The rotor 24 includes the shaft 15, the rotor yoke 40, and a magnet 26. The shaft 15 is provided at the center part of the hub 27 via the bush 35 using the direction of the axis x as a longitudinal direction. The rotor yoke 40 is provided along an inner peripheral surface 27 a of the hub 27. The magnet 26 is provided on the inner periphery side “d” of the rotor yoke 40. The rotor yoke 40 has an insertion hole 43 which allows the insertion of the bush 35 where the shaft 15 is coupled to the center part of the bush 35 in the radial direction. The rotor yoke 40 is swaged and fixed to the bush 35.

The stator 13 mainly includes an insulator 16, a bearing holder 17, a stator core 18, a coil 19, and bearings 22.

The insulator 16 is mounted on the stator core 18 from both sides, that is, from the upper side “a” and the lower side “b” of the stator core 18 in the direction of the axis. The bearing holder 17 is mounted on a boss part 125 of the second housing 12. The bearing holder 17 is a member made of metal (for example, brass), and having a hollow cylindrical shape. The bearing holder 17 is mounted on the boss part 125, made of a resin, by a proper method, such as press fitting. A pair of bearings 22 and a coil spring 23 are mounted in the space of the inner peripheral part of the bearing holder 17. The pair of bearings 22 rotatably supports the shaft 15. The coil spring 23 is provided for applying a preload to the bearing 22 on the lower side “b”.

The stator core 18 is mounted on the outer periphery of the bearing holder 17. A circuit board 21 having a donut shape, for example, is attached to the lower side “b” of the stator core 18. Electronic components are mounted on the circuit board 21, and the electronic components form a control circuit which controls the operation of the motor 20 of the fan device 1. The stator core 18 is formed by stacking a plurality of cores made of a soft magnetic material (for example, electromagnetic steel sheet) in the direction of the axis x.
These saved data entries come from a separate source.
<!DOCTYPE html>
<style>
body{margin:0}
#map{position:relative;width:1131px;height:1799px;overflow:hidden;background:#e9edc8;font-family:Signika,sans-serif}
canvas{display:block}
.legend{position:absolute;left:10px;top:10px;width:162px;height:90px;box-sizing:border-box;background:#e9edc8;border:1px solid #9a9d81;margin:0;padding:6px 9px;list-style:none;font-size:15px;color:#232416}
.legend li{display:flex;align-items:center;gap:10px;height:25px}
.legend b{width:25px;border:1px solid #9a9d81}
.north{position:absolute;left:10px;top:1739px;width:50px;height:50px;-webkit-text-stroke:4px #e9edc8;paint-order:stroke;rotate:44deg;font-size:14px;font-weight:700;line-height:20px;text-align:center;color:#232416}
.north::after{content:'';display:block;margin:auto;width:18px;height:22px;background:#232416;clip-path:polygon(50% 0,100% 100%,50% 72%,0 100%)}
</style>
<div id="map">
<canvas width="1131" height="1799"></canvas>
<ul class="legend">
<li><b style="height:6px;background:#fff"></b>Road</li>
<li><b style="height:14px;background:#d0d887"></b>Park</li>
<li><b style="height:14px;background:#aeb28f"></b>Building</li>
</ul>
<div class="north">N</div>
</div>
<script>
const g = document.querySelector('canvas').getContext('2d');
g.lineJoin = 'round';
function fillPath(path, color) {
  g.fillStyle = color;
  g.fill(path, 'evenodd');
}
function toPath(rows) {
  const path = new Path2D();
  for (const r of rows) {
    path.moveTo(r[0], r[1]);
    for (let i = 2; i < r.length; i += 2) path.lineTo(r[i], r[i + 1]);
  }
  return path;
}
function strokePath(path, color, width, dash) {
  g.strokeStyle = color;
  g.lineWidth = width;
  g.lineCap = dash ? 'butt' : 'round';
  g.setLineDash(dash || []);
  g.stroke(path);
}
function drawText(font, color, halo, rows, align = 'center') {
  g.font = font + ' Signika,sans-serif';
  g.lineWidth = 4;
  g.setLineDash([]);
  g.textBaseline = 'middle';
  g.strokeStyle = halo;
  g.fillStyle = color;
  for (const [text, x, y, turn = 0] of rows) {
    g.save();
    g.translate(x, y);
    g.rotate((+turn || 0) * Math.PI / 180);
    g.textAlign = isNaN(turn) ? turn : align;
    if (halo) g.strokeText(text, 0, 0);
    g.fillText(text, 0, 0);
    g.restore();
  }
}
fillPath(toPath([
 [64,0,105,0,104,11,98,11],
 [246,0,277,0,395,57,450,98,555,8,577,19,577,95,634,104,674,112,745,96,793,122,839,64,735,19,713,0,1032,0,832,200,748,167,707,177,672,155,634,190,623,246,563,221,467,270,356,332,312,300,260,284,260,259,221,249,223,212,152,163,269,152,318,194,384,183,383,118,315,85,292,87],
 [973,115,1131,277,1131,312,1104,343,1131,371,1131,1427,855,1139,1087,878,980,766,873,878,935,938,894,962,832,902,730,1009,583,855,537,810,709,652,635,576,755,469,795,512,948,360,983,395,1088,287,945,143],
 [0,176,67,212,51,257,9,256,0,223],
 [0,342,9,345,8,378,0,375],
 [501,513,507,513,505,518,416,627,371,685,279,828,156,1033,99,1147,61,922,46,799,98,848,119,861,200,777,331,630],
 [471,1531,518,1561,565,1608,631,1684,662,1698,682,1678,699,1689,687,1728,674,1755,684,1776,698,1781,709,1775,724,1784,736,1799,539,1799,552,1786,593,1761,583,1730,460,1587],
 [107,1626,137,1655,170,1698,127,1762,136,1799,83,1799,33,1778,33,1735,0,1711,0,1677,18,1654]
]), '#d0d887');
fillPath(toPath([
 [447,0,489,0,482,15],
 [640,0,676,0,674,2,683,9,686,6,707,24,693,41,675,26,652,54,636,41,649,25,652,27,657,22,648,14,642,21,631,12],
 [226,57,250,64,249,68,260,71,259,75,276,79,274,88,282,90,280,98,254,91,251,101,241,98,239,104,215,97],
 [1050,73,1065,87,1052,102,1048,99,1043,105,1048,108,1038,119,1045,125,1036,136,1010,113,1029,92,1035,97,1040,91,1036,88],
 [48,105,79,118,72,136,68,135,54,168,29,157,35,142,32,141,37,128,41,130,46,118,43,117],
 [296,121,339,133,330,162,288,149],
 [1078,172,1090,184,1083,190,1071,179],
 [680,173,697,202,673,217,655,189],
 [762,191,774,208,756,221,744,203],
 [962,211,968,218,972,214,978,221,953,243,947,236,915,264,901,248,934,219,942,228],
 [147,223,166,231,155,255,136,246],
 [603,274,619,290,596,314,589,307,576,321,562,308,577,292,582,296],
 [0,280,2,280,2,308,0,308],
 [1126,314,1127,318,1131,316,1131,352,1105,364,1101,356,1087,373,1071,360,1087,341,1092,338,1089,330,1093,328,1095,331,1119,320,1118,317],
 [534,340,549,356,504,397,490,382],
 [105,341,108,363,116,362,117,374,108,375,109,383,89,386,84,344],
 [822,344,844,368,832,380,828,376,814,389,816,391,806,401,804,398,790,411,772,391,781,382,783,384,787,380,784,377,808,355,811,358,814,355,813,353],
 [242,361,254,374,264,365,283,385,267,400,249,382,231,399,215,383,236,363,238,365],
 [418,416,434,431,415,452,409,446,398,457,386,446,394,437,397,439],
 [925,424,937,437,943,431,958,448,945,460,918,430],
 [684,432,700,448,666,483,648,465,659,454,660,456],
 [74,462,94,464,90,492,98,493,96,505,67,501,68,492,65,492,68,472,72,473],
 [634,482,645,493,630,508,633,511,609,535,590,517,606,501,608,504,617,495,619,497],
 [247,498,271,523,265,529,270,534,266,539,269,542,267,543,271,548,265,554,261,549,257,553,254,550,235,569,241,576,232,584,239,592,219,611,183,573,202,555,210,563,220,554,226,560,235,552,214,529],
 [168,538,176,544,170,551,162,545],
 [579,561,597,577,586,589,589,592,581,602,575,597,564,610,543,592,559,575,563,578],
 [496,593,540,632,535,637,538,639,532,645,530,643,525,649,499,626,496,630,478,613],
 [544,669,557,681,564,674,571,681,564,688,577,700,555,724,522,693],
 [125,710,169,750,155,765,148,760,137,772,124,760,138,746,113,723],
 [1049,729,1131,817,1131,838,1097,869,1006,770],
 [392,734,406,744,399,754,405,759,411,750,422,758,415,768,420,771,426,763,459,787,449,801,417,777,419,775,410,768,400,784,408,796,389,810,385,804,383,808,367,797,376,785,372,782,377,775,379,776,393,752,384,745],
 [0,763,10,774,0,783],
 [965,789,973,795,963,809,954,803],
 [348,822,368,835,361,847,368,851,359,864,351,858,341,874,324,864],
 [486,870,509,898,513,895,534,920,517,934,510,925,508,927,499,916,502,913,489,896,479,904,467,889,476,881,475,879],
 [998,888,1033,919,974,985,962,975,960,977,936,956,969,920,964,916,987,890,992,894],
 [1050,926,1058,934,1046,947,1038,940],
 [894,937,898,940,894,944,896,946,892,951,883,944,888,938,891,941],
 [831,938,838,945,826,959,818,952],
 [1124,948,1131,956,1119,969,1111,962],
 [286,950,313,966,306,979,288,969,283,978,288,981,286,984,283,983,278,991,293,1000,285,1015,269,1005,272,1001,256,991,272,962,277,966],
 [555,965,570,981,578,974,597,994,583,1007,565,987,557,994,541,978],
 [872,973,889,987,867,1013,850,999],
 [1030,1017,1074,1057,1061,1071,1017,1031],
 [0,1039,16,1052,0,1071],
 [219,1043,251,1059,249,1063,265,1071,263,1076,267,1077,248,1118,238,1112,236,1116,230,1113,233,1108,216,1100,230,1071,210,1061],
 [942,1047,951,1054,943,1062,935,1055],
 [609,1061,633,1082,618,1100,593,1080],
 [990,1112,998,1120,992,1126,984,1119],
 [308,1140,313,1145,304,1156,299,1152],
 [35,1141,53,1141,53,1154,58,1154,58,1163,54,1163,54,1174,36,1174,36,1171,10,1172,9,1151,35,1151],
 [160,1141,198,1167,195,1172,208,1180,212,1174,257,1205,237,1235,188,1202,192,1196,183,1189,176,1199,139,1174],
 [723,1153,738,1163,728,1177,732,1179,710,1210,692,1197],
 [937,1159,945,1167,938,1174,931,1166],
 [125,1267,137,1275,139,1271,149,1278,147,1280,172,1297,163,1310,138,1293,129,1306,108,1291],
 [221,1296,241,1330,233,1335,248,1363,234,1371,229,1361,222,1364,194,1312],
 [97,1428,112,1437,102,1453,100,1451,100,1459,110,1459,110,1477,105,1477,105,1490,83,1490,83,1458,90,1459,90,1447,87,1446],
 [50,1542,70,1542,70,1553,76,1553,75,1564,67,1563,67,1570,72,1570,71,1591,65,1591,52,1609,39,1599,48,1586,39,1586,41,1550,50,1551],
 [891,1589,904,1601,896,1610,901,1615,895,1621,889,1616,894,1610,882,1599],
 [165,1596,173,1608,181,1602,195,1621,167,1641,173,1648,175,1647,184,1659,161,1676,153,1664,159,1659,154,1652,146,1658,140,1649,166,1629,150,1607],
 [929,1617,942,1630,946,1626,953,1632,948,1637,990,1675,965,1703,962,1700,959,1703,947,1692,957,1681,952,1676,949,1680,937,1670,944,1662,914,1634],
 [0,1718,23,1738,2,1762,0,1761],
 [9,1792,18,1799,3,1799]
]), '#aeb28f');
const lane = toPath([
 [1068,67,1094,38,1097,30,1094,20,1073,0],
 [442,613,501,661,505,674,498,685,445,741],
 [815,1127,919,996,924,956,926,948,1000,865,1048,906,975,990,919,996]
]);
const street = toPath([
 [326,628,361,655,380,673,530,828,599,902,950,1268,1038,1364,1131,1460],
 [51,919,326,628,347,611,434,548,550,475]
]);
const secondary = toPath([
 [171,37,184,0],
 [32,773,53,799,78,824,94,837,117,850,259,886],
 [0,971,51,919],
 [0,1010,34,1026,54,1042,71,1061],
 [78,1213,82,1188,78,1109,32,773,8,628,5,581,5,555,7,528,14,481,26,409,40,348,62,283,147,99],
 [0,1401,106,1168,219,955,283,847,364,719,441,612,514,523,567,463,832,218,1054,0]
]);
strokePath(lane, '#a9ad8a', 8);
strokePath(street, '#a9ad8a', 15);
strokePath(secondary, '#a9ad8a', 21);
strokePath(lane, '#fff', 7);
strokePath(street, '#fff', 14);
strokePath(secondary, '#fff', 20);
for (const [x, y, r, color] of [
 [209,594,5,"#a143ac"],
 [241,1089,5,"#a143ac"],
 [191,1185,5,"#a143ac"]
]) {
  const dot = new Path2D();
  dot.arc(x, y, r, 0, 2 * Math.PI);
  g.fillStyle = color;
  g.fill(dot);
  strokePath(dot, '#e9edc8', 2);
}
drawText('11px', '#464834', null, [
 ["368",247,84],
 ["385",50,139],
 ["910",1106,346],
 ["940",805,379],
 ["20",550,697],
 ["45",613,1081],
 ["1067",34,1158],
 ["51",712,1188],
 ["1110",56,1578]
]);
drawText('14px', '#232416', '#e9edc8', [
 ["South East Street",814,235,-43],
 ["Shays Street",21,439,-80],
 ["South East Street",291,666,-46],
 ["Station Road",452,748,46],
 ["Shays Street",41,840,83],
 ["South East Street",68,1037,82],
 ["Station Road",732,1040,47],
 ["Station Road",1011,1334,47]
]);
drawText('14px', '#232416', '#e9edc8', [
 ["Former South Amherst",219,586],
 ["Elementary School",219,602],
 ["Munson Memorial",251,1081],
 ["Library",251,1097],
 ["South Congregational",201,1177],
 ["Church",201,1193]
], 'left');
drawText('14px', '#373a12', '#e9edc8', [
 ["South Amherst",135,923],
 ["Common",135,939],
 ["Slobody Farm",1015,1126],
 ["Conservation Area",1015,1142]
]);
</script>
The stator core 18 includes a plurality of salient poles extending outward in the radial direction from an annular part.

The coil 19 is wound around each salient pole of the stator core 18 via the insulator 16. The circuit board 21 is attached to the lower side “b” of the insulator 16. The circuit board 21 is accommodated in the motor base part 120.

The first housing 11 is positioned on the intake side of the fan device 1, that is, on the upper side “a” in the direction of the axis x. The second housing 12 is positioned on the exhaust side of the fan device 1, that is, on the lower side “b” in the direction of the axis x. The first housing 11 and the second housing 12 are coupled to form one housing which accommodates the motor 20, the impeller 25 and the like, which are constitutional elements of the above-mentioned fan device 1. In the fan device 1, the housing 10 has a dual structure where the first housing 11 and the second housing 12 are coupled. Therefore, the degree of freedom in shape of the first housing 11 and the second housing 12 can be increased when a complicated shape, for example, the shape of an inner peripheral surface and the shape of fixed wings 123, is formed by molding using a mold.
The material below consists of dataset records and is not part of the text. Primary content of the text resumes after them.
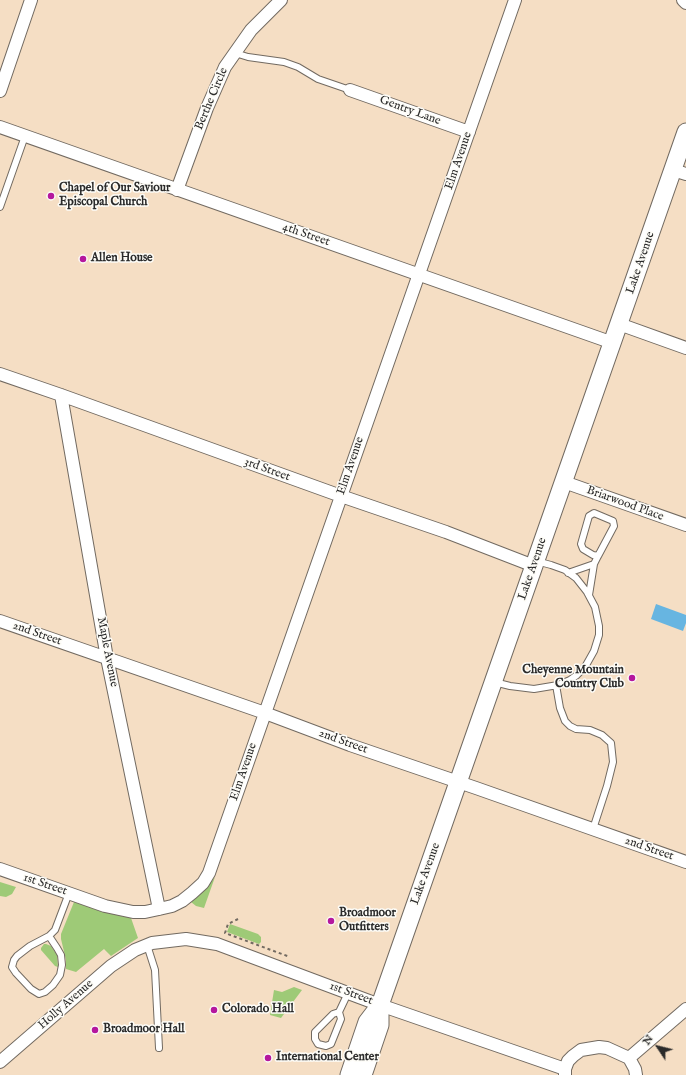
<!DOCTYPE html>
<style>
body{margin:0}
#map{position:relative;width:686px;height:1075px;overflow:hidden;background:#f5dec4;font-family:"IM FELL English",serif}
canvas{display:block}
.north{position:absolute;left:638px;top:1027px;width:40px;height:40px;-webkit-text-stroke:3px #fdfcf7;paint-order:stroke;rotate:305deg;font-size:11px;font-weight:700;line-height:16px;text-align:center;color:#2b2b2b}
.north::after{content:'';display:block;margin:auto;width:14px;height:18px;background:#2b2b2b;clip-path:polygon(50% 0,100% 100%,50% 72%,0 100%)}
</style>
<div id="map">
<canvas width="686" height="1075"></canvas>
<div class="north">N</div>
</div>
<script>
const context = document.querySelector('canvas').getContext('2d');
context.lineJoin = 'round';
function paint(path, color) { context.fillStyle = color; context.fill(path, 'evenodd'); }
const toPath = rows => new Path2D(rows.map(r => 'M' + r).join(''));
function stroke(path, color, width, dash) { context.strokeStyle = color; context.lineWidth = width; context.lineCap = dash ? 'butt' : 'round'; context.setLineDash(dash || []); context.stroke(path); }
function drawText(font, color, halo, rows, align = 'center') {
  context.font = font + ' "IM FELL English",serif'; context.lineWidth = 3; context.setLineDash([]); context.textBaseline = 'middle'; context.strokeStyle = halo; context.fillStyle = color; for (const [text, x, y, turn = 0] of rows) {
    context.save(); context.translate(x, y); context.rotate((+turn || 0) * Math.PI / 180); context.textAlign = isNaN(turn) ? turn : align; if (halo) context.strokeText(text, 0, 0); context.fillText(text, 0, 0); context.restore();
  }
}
paint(toPath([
 [215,877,204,908,196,906,191,902,209,885],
 [0,882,16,887,12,894,6,897,0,896],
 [74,902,108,913,131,918,138,938,111,956,104,949,76,972,66,969,66,960,61,939,61,934],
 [230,924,258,934,261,937,261,942,259,944,227,932],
 [44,944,46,944,51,946,57,955,58,967,55,966,41,950,41,948],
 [294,987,302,990,281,1018,270,1015,274,990,282,992]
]), '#9eca77');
paint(toPath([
 [656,604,686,615,686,623,683,631,651,619]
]), '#67b5e1');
const service = toPath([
 [235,53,248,57,284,62,298,67,318,79,350,90],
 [0,207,25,136],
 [568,573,594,564],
 [589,595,594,564,598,556,614,526,613,521,594,513,589,516,581,544,583,549,593,555,598,556],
 [494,682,510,686,534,689,558,685,570,680,577,675,585,667,594,651,599,635,599,626,595,607,587,592,576,578,565,570,551,565,536,561],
 [556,685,560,708,565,721,570,726,576,729,590,730,602,735,611,743,613,762,607,786,593,829],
 [49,936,57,948,61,955,62,965,60,975,53,985,45,992,39,994,31,989,16,973,12,967,14,960,17,956,30,946,49,936],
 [49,936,55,930,69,893],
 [147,945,155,970,159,1048],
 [339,1012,341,1019,331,1044,326,1046,318,1044,315,1039,315,1032,333,1014,339,1012,348,993]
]);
const minor = toPath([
 [683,0,686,3],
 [350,90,469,132],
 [0,91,31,0],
 [0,127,613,343],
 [673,170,686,174],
 [177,190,207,108,225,67,251,30,281,0],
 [619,324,686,348],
 [0,374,61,395,341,496,446,532,534,566],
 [61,395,107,658,159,909],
 [564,482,686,525],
 [0,621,265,713,350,745,476,788,686,862],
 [0,869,105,906,133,912,145,912,159,909,172,906,182,901,192,893,203,883,209,873,515,0],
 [629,1058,686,1009],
 [0,1062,111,966,135,950,152,943,186,939,217,944,380,1005,565,1069],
 [565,1075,565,1069,568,1061,573,1056,581,1050,599,1047,607,1048,629,1058,635,1069,636,1075]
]);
const secondary = toPath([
 [349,1075,367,1022,380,1005,686,132],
 [363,1075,380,1025,380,1005]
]);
stroke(service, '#726a61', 8);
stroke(minor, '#726a61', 14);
stroke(secondary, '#726a61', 19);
stroke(toPath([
 [238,919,228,924,225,933,290,957]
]), '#726a61', 2, [3, 3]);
stroke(service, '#fff', 6);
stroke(minor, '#fff', 12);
stroke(secondary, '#fff', 17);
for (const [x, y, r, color] of [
 [51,196,4,"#b5179e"],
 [83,259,4,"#b5179e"],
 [632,678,4,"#b5179e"],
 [331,921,4,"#b5179e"],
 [214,1010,4,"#b5179e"],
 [95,1030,4,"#b5179e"],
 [268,1058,4,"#b5179e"]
]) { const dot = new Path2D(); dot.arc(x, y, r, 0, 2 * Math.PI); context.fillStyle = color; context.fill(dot); stroke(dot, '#fdfcf7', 1.5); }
drawText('12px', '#2b2b2b', '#fdfcf7', [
 ["Berthe Circle",212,99,-67],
 ["Gentry Lane",410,111,20],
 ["Elm Avenue",459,161,-71],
 ["4th Street",306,235,19],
 ["Lake Avenue",641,263,-71],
 ["Elm Avenue",351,466,-71],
 ["3rd Street",267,470,20],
 ["Briarwood Place",625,504,20],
 ["Lake Avenue",533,569,-71],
 ["2nd Street",37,634,19],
 ["Maple Avenue",107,652,79],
 ["2nd Street",343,742,20],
 ["Elm Avenue",244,772,-71],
 ["2nd Street",649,849,19],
 ["Lake Avenue",426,874,-70],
 ["1st Street",45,885,19],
 ["1st Street",351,994,20],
 ["Holly Avenue",66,1005,-41]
]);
drawText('bold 12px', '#2b2b2b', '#fdfcf7', [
 ["Chapel of Our Saviour",59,189],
 ["Episcopal Church",59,203],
 ["Allen House",91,259],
 ["Cheyenne Mountain",624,671,"right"],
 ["Country Club",624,685,"right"],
 ["Broadmoor",339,914],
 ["Outfitters",339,928],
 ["Colorado Hall",222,1010],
 ["Broadmoor Hall",103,1030],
 ["International Center",276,1058]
], 'left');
</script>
The first housing 11 is formed to surround the impeller 25 from the outer peripheral side “c”. The first housing 11 includes an intake port 111, a joint part 112, and an inner peripheral part 113.

The intake port 111 is open toward the upper side “a” of the impeller 25 to takes air into the impeller 25. The intake port 111 communicates with the inner peripheral part 113, and has an inclined surface whose diameter increases from the lower side “b” toward the upper side “a”. The joint part 112 is formed into a shape which can be joined with a joint part of the second housing 12, which will be described later. As described above, the joint part 112 causes the first housing 11 and the second housing 12 to function as one housing.
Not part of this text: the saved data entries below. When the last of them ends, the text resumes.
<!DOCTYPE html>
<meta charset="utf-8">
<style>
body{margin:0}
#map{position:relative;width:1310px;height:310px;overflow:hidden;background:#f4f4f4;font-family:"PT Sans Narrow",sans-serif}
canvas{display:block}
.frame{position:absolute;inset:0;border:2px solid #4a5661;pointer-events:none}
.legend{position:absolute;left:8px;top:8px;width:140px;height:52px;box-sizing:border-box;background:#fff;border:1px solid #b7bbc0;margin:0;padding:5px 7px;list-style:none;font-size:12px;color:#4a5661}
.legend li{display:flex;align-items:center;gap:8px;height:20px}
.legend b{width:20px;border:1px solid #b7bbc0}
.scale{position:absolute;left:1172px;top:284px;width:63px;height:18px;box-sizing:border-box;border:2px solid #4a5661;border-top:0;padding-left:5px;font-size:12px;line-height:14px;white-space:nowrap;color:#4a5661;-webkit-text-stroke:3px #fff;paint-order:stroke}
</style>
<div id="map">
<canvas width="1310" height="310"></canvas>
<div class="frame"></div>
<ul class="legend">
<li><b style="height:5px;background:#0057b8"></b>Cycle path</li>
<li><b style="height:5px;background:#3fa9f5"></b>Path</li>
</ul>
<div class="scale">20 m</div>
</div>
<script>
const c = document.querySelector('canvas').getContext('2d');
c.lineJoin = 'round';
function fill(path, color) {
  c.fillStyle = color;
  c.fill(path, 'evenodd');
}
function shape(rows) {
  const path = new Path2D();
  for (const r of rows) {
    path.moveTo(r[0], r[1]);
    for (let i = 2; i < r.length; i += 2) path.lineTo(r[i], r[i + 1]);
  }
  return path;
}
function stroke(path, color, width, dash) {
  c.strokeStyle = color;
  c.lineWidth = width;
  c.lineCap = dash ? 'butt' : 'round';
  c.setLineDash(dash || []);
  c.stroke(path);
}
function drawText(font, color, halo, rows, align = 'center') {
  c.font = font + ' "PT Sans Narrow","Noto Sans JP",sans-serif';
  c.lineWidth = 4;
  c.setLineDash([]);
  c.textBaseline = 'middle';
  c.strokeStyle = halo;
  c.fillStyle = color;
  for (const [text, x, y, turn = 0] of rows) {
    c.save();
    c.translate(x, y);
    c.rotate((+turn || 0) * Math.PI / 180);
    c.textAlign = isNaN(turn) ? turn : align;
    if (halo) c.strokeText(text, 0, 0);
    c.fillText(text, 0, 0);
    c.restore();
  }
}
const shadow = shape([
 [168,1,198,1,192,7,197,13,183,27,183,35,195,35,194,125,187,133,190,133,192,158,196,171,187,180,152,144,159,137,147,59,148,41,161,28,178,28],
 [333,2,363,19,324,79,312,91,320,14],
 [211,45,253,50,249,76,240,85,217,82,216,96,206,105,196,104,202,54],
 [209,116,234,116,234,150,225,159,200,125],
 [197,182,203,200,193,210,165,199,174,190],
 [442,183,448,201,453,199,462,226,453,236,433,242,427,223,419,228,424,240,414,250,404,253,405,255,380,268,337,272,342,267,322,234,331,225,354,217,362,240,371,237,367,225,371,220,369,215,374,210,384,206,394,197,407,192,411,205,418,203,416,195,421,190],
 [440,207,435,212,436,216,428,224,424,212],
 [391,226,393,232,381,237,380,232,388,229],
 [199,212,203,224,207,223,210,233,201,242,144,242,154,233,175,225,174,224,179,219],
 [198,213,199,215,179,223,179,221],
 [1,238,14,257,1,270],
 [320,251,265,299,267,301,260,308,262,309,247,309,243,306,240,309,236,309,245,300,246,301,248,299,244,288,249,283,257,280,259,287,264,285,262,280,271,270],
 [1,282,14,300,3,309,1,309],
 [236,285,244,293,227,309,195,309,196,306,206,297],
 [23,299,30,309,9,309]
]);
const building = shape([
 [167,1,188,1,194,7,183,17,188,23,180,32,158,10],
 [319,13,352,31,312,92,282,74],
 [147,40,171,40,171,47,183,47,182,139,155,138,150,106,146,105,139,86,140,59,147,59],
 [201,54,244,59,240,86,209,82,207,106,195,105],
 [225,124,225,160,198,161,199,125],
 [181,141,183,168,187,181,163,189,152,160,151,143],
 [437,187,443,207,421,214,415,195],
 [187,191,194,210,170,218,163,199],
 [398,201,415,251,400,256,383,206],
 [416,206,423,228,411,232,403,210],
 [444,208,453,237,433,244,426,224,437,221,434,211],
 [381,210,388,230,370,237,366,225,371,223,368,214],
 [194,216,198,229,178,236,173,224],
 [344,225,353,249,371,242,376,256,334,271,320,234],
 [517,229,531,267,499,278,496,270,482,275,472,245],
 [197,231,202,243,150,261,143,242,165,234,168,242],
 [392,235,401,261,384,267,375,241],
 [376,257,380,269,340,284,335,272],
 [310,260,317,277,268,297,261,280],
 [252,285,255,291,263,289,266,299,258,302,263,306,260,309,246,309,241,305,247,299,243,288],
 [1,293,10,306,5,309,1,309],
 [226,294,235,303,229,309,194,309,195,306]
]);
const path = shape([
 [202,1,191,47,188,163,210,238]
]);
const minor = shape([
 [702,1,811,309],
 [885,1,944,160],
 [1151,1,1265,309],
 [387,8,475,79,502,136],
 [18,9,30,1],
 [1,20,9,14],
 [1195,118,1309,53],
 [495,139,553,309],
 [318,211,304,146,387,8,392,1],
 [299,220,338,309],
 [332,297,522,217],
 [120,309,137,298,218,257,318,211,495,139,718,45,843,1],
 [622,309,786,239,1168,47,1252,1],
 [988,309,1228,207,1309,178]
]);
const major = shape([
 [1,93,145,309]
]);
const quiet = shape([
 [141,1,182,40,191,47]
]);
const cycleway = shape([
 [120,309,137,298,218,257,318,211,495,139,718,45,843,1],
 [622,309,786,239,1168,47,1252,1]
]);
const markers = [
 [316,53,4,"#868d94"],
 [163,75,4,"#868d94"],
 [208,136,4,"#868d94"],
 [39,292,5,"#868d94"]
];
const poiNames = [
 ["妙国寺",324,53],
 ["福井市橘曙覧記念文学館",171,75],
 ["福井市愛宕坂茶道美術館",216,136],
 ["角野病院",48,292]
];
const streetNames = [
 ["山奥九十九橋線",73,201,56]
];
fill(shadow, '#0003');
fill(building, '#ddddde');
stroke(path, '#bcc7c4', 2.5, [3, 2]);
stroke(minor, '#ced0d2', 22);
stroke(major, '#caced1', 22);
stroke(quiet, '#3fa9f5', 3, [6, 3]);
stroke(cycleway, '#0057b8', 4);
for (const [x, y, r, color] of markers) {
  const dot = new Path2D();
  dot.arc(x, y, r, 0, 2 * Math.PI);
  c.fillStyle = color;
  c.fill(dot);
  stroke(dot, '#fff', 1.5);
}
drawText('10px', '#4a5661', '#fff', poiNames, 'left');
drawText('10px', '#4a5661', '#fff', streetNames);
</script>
The inner peripheral part 113 is a peripheral surface of the first housing 11 which faces the impeller 25. The inner peripheral part 113 has an inclined surface at a portion which faces the intake port 111 side, which is the upper side “a” of the first housing 11, and the inner peripheral part 113 has an inclined surface at a portion which faces the upper side “a” of the second housing 12, which is disposed in the vicinity of the joint part 112, and which will be described later. The portion of the inner peripheral part 113 which faces the upper side “a” of the second housing 12 is formed such that the diameter of the portion continuously formed with the inclined surface increases.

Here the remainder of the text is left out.